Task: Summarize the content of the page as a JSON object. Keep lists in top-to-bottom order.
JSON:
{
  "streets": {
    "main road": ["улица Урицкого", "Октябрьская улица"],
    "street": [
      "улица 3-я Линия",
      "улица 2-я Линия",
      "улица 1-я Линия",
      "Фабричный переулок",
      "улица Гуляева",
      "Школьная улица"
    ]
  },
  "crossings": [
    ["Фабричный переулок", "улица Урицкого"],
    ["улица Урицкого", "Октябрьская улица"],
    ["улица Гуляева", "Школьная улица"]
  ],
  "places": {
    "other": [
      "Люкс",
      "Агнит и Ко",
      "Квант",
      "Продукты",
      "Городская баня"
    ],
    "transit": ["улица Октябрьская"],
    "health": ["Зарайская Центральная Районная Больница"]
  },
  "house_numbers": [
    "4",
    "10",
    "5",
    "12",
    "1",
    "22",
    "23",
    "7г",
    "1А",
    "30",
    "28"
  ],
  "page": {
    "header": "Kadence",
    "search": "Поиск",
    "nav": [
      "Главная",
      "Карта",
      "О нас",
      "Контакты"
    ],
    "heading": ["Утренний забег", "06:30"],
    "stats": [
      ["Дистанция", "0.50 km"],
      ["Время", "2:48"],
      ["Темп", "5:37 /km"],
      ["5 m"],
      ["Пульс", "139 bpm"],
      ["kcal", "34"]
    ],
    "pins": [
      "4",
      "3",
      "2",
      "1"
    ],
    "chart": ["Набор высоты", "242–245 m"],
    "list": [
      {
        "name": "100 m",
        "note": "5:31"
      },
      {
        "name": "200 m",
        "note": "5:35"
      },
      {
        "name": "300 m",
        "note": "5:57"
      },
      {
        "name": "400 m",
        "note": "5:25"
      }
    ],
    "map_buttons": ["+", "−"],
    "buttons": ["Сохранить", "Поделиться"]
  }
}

======

**Your objective**.
Determine how many lines of the records contain the word "улица". Reply with the number by itself.

**Result of the task**.
10